The 5th U.S. Circuit Court of Appeals turned Manning down in July. The court said Manning filed his post-conviction claim too late to be heard in state courts.
The office of Attorney General Jim Hood will ask to have an execution date set if the U.S. Supreme Court denies the request, said Hood spokeswoman Jan Schaefer.
The 5th Circuit said the judgment against Manning became final on April 5, 1999, when the U.S. Supreme Court declined to hear his appeal.
In a post-conviction petition, an inmate argues he has found new evidence — or a possible constitutional issue — that could persuade a court to order a new trial.
The 5th Circuit said that under state law, Manning had until April 5, 2000, to file such a claim.
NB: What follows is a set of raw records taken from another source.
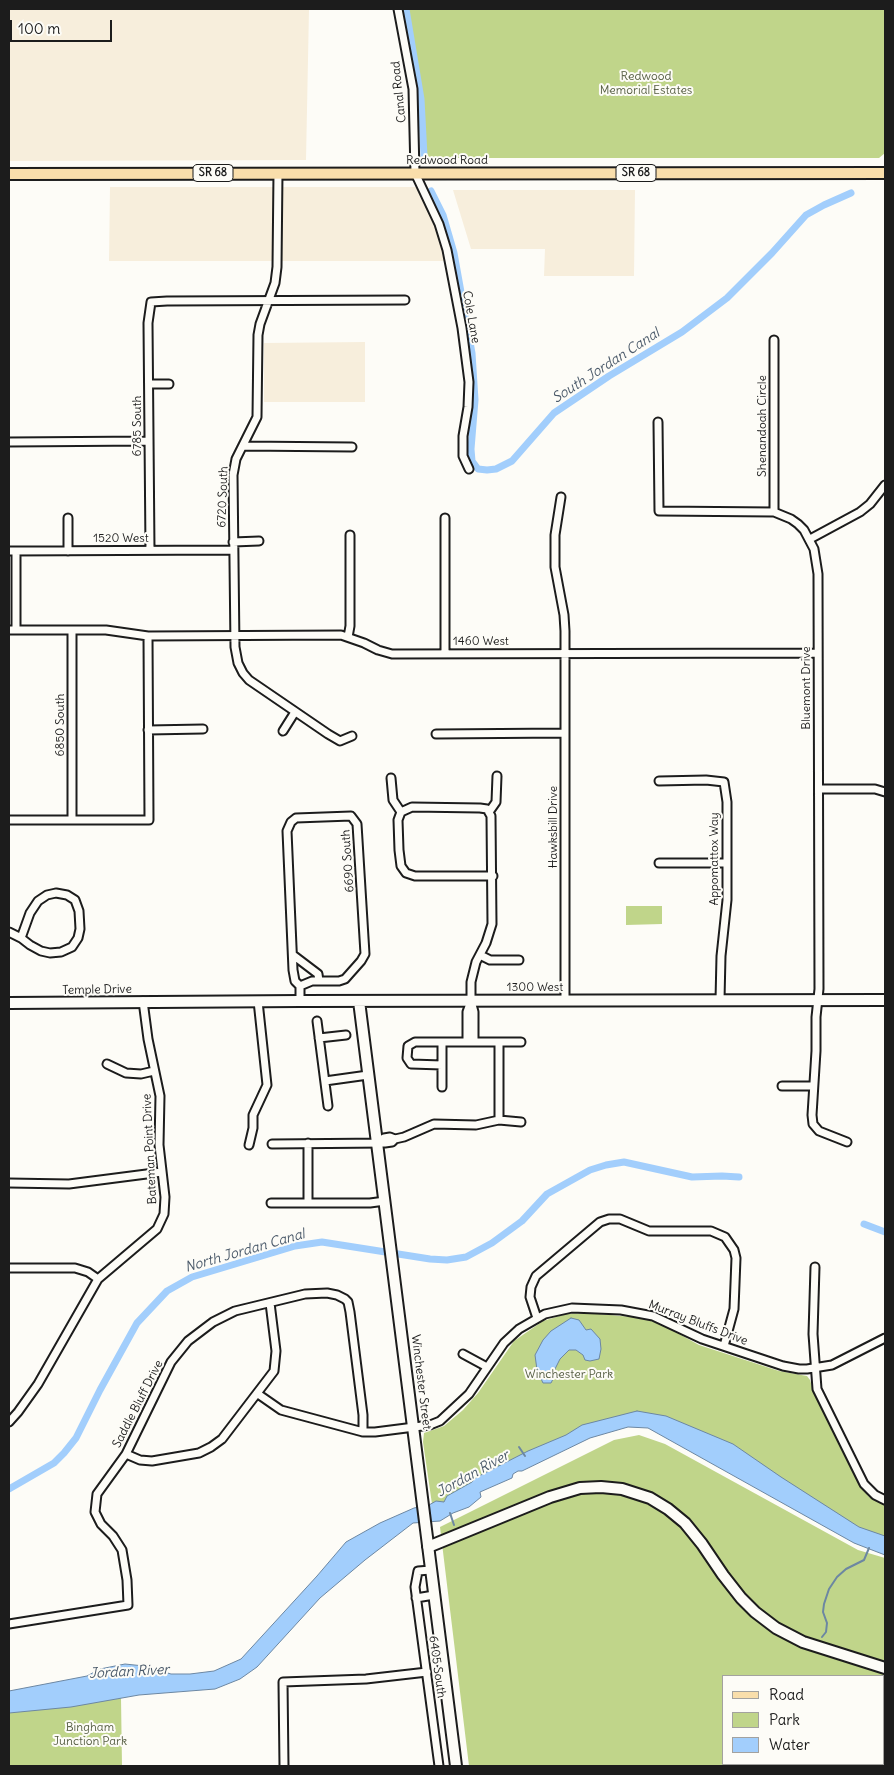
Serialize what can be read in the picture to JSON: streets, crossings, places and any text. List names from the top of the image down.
{
  "streets": {
    "main road": [
      "Redwood Road",
      "SR 68",
      "1300 West",
      "Temple Drive",
      "Winchester Street"
    ],
    "street": [
      "Canal Road",
      "Cole Lane",
      "6785 South",
      "Shenandoah Circle",
      "6720 South",
      "1520 West",
      "1460 West",
      "Bluemont Drive",
      "6850 South",
      "Hawksbill Drive",
      "Appomattox Way",
      "6690 South",
      "Bateman Point Drive",
      "Murray Bluffs Drive",
      "Saddle Bluff Drive",
      "6405 South"
    ]
  },
  "crossings": [
    ["Canal Road", "Redwood Road"],
    ["Canal Road", "Cole Lane"],
    ["Redwood Road", "Cole Lane"],
    ["Redwood Road", "6720 South"],
    ["6785 South", "6720 South"],
    ["6785 South", "1520 West"],
    ["Shenandoah Circle", "Bluemont Drive"],
    ["6720 South", "1520 West"],
    ["6720 South", "1460 West"],
    ["1460 West", "Bluemont Drive"],
    ["1460 West", "6850 South"],
    ["1460 West", "Hawksbill Drive"],
    ["Bluemont Drive", "1300 West"],
    ["Hawksbill Drive", "1300 West"],
    ["Appomattox Way", "1300 West"],
    ["6690 South", "1300 West"],
    ["1300 West", "Temple Drive"],
    ["1300 West", "Winchester Street"],
    ["Temple Drive", "Bateman Point Drive"],
    ["Murray Bluffs Drive", "Winchester Street"],
    ["Murray Bluffs Drive", "Saddle Bluff Drive"],
    ["Winchester Street", "6405 South"]
  ],
  "water": ["South Jordan Canal", "North Jordan Canal", "Jordan River"],
  "parks": ["Redwood Memorial Estates", "Winchester Park", "Bingham Junction Park"],
  "legend": ["Road", "Park", "Water"],
  "scale_bar": "100 m"
}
Court records show Manning did not file anything with the Mississippi Supreme Court until Oct. 8, 2001.
Manning, now 44, received two death sentences for the 1992 slayings of two Mississippi State University students, Jon Steckler and Tiffany Miller.
On Dec. 11, 1992, the bodies of Miller and Steckler were discovered in rural Oktibbeha County. Both students had been shot to death, and Miller's car was missing. The vehicle was found the next morning.
Prosecutors said Manning was arrested after he attempted to sell certain items belonging to the victims.
His conviction was upheld by the Mississippi Supreme Court, which also denied Manning's post-conviction petition.
In 2005, Manning filed a petition in U.S. District Court asking that the state court be ordered to hear his post-conviction claims. The judge found Manning did not file the post-conviction petition by the deadline set by law, but said the inmate could appeal the issues of ineffective counsel and the jury to the 5th Circuit.
However, the 5th Circuit panel declined to address those issues.